Though it is a complicated process in detail, to understand it better, imagine the bandwidths to be roads. Under the normal conditions, both huge company services like Google and Facebook along with smaller services use the same road (Bandwidth), just like heavy traffic with big and small vehicles. However, building a separate highway for bigger companies like Facebook would reduce traffic and increase the overall speed of the internet. 

This separate bandwidth for large-scale users like Google, Facebook, etc provides a separate, faster bandwidth for these companies and their services, but at a higher cost for these companies. This means that the company has to pay more for higher speed of internet. This expense might, in turn, be levied from the consumers which result in us paying more to browse our favourite websites. In such a scenario the Internet service providers decide which all companies will get faster bandwidth and decide the entire traffic.

The necessity of net neutrality 

This power of the internet service providers, in turn, lets these big monopolies shape and decide what the consumers of the internet should watch and experience. This might lead to corruption. This might also lead to situations where the Internet service providers favour certain sites or block certain sites from accessing the faster bandwidth.
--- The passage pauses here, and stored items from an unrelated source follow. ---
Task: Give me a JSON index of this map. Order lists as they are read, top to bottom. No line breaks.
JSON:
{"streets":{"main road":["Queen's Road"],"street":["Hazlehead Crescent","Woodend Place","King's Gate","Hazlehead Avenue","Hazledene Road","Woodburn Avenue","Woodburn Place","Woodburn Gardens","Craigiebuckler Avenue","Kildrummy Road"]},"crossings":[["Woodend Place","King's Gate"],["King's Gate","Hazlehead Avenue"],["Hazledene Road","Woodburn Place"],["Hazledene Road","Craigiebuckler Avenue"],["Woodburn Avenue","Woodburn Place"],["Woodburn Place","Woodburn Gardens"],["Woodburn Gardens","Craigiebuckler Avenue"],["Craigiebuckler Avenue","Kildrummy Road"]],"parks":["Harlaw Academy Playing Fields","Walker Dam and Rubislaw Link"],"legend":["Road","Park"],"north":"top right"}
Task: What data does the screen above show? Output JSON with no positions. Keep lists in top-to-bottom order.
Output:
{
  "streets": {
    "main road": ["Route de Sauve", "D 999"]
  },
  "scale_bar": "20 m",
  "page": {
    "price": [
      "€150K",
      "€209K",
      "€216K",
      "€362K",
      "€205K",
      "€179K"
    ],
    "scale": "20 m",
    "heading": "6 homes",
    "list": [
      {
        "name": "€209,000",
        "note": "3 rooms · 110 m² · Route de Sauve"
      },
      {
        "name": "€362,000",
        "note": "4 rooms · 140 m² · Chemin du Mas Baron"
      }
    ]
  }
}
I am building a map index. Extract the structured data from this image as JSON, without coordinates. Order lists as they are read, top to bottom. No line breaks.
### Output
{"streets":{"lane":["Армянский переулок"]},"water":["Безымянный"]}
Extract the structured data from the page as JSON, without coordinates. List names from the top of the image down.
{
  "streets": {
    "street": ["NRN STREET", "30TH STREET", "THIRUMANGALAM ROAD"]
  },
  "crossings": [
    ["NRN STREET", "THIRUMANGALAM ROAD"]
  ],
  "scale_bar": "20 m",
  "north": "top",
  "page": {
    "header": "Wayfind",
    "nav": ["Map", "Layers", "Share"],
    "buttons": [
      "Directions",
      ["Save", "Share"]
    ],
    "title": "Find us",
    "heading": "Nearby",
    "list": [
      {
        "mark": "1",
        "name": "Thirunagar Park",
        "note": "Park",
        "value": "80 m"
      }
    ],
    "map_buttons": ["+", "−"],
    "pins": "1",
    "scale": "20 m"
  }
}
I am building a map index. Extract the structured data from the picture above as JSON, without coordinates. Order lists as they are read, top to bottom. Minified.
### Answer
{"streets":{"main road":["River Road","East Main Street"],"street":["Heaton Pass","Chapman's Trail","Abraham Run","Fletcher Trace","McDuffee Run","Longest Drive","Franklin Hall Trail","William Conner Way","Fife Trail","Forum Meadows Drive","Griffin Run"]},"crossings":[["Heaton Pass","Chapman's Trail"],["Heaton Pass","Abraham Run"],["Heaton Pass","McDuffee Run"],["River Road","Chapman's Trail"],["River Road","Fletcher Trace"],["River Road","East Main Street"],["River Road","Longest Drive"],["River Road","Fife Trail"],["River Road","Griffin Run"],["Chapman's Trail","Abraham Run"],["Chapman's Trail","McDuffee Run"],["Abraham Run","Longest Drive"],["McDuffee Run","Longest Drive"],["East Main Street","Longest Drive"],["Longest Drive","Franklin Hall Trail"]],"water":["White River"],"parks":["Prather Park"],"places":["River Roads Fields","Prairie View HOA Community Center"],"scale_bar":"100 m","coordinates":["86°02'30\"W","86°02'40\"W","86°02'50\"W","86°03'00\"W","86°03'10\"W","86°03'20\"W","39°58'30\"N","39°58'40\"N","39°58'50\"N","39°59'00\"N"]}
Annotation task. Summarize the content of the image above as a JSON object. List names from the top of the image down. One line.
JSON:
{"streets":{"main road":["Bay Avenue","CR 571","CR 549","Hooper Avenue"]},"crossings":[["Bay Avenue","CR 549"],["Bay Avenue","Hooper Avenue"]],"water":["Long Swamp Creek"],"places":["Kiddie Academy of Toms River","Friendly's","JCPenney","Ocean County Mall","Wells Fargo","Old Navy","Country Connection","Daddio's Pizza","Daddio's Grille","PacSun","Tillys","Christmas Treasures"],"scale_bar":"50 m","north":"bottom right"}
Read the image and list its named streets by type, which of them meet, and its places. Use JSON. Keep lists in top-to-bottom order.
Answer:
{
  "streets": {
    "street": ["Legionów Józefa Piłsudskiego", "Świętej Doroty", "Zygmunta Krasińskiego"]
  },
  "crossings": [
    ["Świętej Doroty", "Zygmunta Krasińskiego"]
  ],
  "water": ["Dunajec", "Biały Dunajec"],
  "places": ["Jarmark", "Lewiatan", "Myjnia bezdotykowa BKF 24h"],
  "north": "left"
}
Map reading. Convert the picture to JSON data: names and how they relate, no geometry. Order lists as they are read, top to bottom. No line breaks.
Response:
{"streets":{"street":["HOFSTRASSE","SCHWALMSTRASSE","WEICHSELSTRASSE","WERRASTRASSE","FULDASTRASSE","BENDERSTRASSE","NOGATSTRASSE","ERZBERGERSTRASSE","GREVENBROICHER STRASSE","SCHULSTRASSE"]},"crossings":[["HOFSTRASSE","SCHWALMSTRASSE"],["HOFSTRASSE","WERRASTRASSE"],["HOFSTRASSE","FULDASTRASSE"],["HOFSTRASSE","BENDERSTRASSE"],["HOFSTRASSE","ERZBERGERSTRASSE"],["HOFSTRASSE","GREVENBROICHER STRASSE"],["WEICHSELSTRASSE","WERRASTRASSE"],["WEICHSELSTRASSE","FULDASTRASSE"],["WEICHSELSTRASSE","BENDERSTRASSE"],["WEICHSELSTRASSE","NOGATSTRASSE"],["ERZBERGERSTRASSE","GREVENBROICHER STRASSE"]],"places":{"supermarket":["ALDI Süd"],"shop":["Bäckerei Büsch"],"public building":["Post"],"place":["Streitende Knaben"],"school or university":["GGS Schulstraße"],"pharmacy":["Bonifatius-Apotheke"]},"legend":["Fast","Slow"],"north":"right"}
Hence the number of competitors for big companies that access the faster bandwidth tend to decline, which affects the quality of services they provide. 

This is when net neutrality becomes important. Net neutrality is a campaign originated primarily in the US, where there is a demand for a condition where irrespective of the internet usage all companies can pay the same amount to the Internet service provider. For example, loading a webpage like this one would take much less internet than loading a YouTube video or scrolling through Facebook for instance. However, with net neutrality, companies like Facebook as well as small web resource providers will have to pay the same amount to the Internet service providers.
This has a detrimental effect on internet service providers as they will not be able to gain much profit. Also, it might end up affecting smaller companies while it is beneficial for larger companies as at the same cost larger companies occupy a larger share of the bandwidth. 

Roots of net neutrality 

A demand for net neutrality may seem to many as subtle propaganda of the huge companies like Google and Facebook to avoid paying extra for the higher bandwidth usage. Also, it indicates how much we are dependent on services like Facebook, Netflix, and Google. We cannot afford a buffer or a lower quality of internet services from these companies not merely because we feel addicted to them, but we feel that the internet is an entitlement for us. We believe in and presume a right to it.

Net neutrality: national and international interest 

Net neutrality was a heated topic in US parliament and the white house till very recently.  Such national and international interest in making internet services more relaxed is in one way affirming the fact that internet is an inevitable part of our lives and that it would be an integral part of our individual and collective futures. Government interference in the net neutrality issue indicates the potential of the internet and free access to it can literally boost further development in developed nations.

However, it is questionable as to if it would work in developing nations like India. In India, the debates surrounding net neutrality accelerated once Airtel started charging extra for voice calls through Whatsapp and similar applications, back in 2014. Even when the US-based FCC scrapped the net neutrality bill in 2017, in India net neutrality was backed up by Telecom Regulatory Authority of India. 

One major factor that evokes the potential of the internet as a powerful tool to induce development is digital literacy. However, in India digital literacy is low and despite the advent of smartphones, digital accessibility is also low. Under these circumstances, net neutrality might not bring a huge impact on the development in India immediately. However, net neutrality certainly brings with it wide opportunities that only the internet can promise. It provides access to bandwidths which enables the establishment of online careers, portals start-ups, and entrepreneurship.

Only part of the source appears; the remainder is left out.